Manual breaks are the wrong way imho - they only protect "known"
dependencies.

We do know the packages in Debian that break. I have checked.

That didn't work well, did it? gkrellm in experimental is broken now.
Looking at the changelog you already had fun adding new Breaks...

And i might add that it is a really closed view of the world.

There are more repositories for debian packages than the official ones; nobody asks you to support them ofc, but breaking the interface of a library packages is just wrong.

Imho the gnutls library itself needs a so bump - you should never
change the interface provided by a library packages, and this
includes reomving libs.

The main gnutls API did not break. The fact thhat I ahve shipped two
librariers in a single package does nor change this.

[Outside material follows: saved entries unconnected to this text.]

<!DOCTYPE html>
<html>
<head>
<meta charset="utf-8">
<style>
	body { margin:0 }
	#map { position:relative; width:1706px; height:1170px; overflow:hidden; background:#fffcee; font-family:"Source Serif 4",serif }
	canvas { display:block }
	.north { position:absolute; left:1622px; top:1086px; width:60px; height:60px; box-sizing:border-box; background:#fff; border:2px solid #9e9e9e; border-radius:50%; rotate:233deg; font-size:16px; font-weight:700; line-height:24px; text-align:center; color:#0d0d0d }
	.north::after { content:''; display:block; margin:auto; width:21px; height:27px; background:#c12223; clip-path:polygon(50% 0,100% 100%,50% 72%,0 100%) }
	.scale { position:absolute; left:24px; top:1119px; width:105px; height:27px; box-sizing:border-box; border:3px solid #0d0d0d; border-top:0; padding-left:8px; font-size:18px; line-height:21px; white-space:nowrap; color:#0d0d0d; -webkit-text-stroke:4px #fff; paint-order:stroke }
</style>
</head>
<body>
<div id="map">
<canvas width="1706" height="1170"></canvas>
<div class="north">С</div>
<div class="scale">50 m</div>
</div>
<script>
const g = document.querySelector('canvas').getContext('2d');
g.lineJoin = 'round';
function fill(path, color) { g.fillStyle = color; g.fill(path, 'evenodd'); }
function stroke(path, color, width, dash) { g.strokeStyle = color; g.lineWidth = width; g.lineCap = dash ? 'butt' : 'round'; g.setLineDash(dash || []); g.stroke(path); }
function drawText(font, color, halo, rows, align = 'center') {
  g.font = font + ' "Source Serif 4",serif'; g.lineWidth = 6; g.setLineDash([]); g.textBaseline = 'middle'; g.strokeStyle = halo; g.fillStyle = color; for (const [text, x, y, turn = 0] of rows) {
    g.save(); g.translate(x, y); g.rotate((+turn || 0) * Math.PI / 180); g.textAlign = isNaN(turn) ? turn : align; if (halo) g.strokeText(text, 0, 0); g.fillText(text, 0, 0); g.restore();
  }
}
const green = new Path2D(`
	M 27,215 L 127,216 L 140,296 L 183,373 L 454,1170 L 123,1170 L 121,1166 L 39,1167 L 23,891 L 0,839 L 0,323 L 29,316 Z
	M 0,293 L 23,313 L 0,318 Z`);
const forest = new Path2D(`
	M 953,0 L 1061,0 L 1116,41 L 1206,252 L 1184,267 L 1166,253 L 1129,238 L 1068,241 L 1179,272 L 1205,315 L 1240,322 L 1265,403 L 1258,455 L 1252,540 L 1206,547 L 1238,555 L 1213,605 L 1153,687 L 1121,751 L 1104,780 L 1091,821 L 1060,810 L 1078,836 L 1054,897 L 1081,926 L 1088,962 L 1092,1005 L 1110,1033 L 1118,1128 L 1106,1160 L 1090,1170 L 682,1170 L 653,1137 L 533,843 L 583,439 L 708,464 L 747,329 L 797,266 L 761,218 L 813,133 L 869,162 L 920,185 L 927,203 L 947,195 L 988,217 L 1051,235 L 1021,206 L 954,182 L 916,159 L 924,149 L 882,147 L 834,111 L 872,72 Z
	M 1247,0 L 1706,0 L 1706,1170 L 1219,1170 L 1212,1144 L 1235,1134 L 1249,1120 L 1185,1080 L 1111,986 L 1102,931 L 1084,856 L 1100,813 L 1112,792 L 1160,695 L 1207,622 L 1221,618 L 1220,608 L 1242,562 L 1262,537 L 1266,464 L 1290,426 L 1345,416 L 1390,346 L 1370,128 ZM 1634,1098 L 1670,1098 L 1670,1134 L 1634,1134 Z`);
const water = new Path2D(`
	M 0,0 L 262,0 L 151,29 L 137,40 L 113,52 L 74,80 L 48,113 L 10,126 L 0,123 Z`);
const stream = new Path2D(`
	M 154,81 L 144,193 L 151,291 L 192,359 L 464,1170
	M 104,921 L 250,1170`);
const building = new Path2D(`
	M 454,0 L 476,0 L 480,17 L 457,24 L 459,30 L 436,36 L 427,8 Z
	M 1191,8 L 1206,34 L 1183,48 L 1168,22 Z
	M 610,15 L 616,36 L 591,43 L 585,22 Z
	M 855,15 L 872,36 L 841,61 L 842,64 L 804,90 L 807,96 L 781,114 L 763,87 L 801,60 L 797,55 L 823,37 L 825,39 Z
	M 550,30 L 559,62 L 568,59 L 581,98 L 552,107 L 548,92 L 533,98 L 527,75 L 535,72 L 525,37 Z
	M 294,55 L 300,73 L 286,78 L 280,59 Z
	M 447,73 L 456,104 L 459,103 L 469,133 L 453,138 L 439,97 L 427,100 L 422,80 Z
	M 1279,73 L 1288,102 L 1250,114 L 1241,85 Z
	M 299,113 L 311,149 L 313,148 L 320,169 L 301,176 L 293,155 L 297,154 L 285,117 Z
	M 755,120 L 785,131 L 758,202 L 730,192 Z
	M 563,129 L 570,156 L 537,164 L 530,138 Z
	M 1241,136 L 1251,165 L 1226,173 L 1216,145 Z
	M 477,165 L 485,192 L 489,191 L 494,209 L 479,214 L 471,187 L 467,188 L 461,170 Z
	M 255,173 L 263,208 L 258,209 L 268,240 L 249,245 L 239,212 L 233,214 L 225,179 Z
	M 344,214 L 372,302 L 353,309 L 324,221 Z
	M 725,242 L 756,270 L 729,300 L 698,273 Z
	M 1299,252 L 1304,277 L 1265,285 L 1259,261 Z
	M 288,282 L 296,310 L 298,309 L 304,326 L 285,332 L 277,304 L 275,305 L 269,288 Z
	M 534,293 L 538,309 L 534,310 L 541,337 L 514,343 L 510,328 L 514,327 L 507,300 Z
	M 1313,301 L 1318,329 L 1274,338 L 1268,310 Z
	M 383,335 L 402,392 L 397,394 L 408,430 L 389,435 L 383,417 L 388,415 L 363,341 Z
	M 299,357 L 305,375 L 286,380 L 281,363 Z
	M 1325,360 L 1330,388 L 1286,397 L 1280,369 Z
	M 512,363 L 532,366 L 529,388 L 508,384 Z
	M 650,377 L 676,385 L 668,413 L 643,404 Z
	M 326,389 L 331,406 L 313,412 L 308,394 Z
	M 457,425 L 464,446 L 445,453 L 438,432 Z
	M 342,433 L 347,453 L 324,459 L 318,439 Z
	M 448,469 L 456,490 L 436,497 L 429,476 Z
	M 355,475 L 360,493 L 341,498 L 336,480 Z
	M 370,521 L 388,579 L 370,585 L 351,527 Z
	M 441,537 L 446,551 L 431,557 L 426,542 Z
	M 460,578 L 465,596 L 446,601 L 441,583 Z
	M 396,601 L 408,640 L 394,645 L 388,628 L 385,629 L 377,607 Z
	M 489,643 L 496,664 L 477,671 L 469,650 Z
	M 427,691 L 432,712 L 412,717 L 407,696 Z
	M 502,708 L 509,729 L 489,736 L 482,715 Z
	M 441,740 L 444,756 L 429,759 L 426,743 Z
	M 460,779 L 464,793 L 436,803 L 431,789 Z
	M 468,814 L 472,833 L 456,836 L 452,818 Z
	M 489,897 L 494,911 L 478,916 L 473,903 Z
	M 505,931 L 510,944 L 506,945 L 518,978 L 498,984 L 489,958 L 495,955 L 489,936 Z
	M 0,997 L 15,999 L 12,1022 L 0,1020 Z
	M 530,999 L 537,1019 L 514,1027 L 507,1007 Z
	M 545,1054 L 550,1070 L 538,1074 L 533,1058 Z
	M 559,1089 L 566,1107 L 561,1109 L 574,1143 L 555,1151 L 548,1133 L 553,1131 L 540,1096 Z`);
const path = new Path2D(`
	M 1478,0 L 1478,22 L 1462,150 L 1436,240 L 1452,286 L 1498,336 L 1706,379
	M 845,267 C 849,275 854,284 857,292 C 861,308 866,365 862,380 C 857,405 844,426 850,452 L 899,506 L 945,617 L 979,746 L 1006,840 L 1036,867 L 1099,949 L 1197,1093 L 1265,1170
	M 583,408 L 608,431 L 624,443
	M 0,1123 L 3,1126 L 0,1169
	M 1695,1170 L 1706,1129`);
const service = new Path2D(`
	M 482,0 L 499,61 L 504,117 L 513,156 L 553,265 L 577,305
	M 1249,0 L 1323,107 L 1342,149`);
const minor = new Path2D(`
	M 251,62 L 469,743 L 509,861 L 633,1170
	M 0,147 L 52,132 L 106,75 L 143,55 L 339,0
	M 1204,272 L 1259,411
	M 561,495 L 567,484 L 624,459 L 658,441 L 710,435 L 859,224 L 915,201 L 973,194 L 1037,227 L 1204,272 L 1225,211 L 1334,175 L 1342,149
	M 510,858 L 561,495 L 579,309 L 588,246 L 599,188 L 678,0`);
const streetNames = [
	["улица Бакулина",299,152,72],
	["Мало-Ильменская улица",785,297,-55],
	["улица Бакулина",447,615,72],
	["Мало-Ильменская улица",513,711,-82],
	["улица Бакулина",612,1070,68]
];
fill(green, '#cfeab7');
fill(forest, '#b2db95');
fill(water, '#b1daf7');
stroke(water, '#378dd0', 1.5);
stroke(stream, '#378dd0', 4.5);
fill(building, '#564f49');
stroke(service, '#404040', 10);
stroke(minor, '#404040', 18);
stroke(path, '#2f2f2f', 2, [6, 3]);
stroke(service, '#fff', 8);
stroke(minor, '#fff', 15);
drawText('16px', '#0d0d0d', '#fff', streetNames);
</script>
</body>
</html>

Ok, the main gnutls library doesn't need a so bump, but you need a new package name. sorry for the wrong wording.

There is also a question of scale. 4 packages in Debian use the
openssl wrapper, 200 use gnutls proper.

ametzler@argenau:~$ grep-available -FDepends -sPackage \
    libgnutls26 \ | wc
     202     404    4355

Well, shit happens. But the reason still stands: a library *package* provides an interface, which must be binary compatible with updates.
That is the point of dependencies after all.

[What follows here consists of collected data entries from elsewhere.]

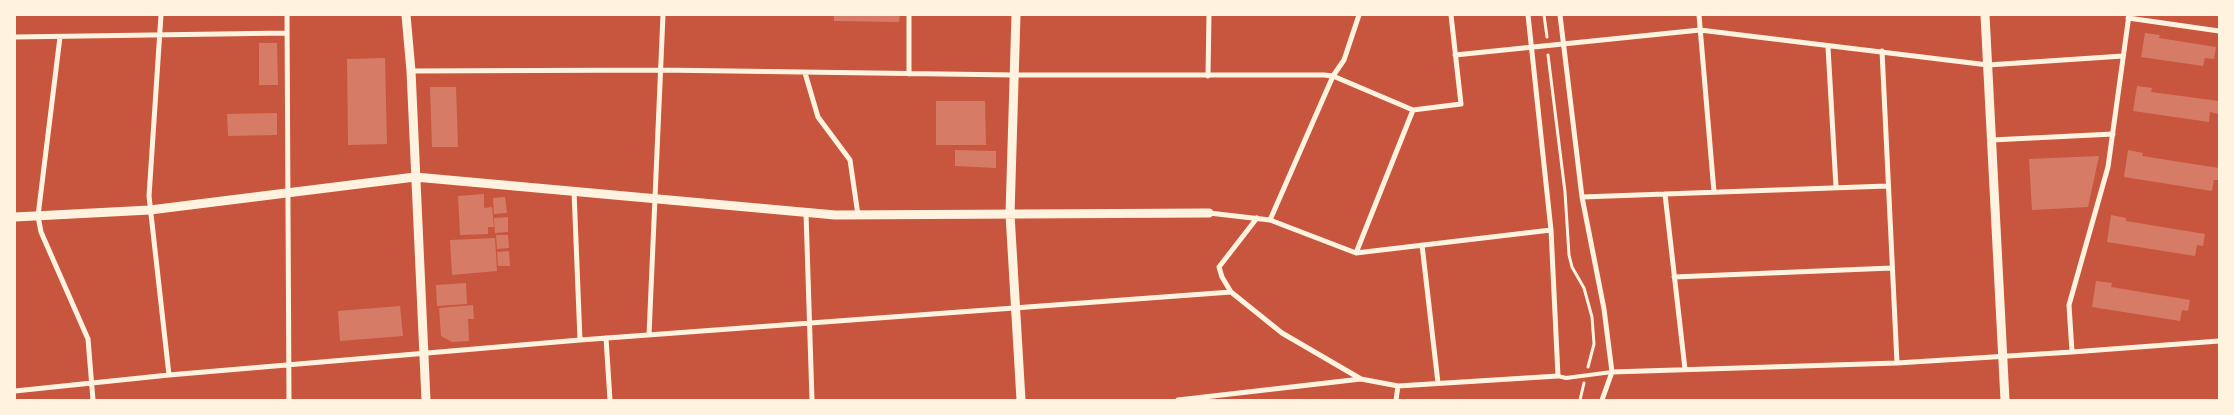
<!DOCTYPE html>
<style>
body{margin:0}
#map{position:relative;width:2234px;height:415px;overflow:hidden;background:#c8553d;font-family:Manrope,sans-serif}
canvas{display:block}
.frame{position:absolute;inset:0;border:16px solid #fff3e0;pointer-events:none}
</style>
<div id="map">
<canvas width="2234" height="415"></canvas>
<div class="frame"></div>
</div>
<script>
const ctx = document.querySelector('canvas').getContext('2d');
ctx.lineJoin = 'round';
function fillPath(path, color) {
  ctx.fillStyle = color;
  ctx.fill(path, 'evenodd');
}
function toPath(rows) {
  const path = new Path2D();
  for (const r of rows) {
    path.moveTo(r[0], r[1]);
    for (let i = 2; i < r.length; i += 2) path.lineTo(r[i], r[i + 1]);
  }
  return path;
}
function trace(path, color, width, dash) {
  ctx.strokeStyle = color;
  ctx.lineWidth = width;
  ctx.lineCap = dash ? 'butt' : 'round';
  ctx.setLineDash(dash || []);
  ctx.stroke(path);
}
const building = toPath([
 [834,15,900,15,899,22,834,21],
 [2145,33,2160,35,2159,38,2216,47,2214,59,2205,58,2203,66,2141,57],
 [259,43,277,43,278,85,259,85],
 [385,58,387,144,348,145,347,59],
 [2137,86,2152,88,2151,92,2219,101,2219,114,2210,112,2209,122,2133,111],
 [430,87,456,87,458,147,432,147],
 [936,101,985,101,986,145,936,145],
 [277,113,277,135,228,136,227,114],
 [955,150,996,151,996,168,955,166],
 [2128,150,2143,153,2142,156,2219,168,2219,180,2214,180,2212,191,2124,177],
 [2099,156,2088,207,2032,210,2029,159],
 [484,194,484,208,492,207,494,227,488,227,488,234,460,235,458,196],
 [505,197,507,213,494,214,493,198],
 [2111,215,2126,218,2126,221,2205,234,2203,246,2197,245,2195,256,2107,242],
 [508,217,508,232,495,233,494,218],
 [496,235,508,235,509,248,497,249],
 [495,238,497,271,452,275,450,240],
 [509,251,510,266,498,266,497,252],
 [2096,281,2112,283,2111,287,2190,300,2188,311,2182,310,2180,321,2092,307],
 [466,283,467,304,437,306,436,285],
 [473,305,474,319,468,319,469,341,452,342,441,336,439,308],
 [400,306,403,336,340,341,338,311]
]);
const path = toPath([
 [1544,15,1547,37],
 [1548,55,1565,192,1569,255,1572,267,1584,288,1592,317,1594,344,1588,367],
 [1580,400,1584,383]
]);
const service = toPath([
 [1558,376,1566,378,1612,372]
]);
const minor = toPath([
 [161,15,149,196,169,375],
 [287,15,289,400],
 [1560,15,1582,197,1604,309,1612,372,1602,400],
 [1699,15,1714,192],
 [2128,18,2219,31],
 [15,37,287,33],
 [60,37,38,216,41,232,88,339,93,400],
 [1828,47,1836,187],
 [1882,51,1897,363],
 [1455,55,1700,30,1988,65,2123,56],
 [411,71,660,70,1014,75,1324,75,1333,76,1413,110,1461,104,1451,15],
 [805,73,818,117,850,160,858,215],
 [909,74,909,15],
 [1208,76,1209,15],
 [1992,140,2113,134],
 [574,191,580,340],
 [1665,194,1685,369],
 [1582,197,1887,186],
 [806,213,812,400],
 [1209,213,1270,220,1356,253,1551,230],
 [1257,218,1219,267,1222,277,1231,292,1282,333,1361,379,1398,386,1558,376,1551,230,1528,15],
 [1270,220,1333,76,1344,60,1359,15],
 [1422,245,1438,383],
 [1356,253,1413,110],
 [1674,277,1892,268],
 [649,335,663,15],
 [606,338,610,400],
 [2072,352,2069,305,2108,167,2129,15],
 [1612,372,1897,363,2072,352,2219,341],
 [15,391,169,375,580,340,1231,292],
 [1178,400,1361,379],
 [1396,400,1398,386]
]);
const tertiary = toPath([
 [406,15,411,71,426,400],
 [1016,15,1010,214,1021,400],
 [1985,15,2005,400],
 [15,217,150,210,415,177,835,215,1209,213]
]);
fillPath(building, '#d67c66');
trace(path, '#fff3e0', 3);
trace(service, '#fff3e0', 4);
trace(minor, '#fff3e0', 5);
trace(tertiary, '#fff3e0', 9);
</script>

On top of that there is no reason for upstream to change the man
gnults soname. It did not break. There is already another new gnutls
stable release (3.0.0), it does break the API/ABI and includes a
soname bump.

Please also note that I have asked on Debian release ages ago whether
handling the transition the way I did was ok, or whether they had
better ideas.

I found now the mail with your question, but there was no answer...
For reference:
  http://lists.debian.org/debian-release/2011/03/msg00405.html

I see 3 possibilities:
 * Rename libgnutls26 (I often saw people append "c2" when sobump wasn't
   an option)
 * Provide a backported openssl wrapper in libgnutls26
 * Move to the new upstream release (with sobump) asap, and hope that
   the broken libgnutls26 doesn't hit testing.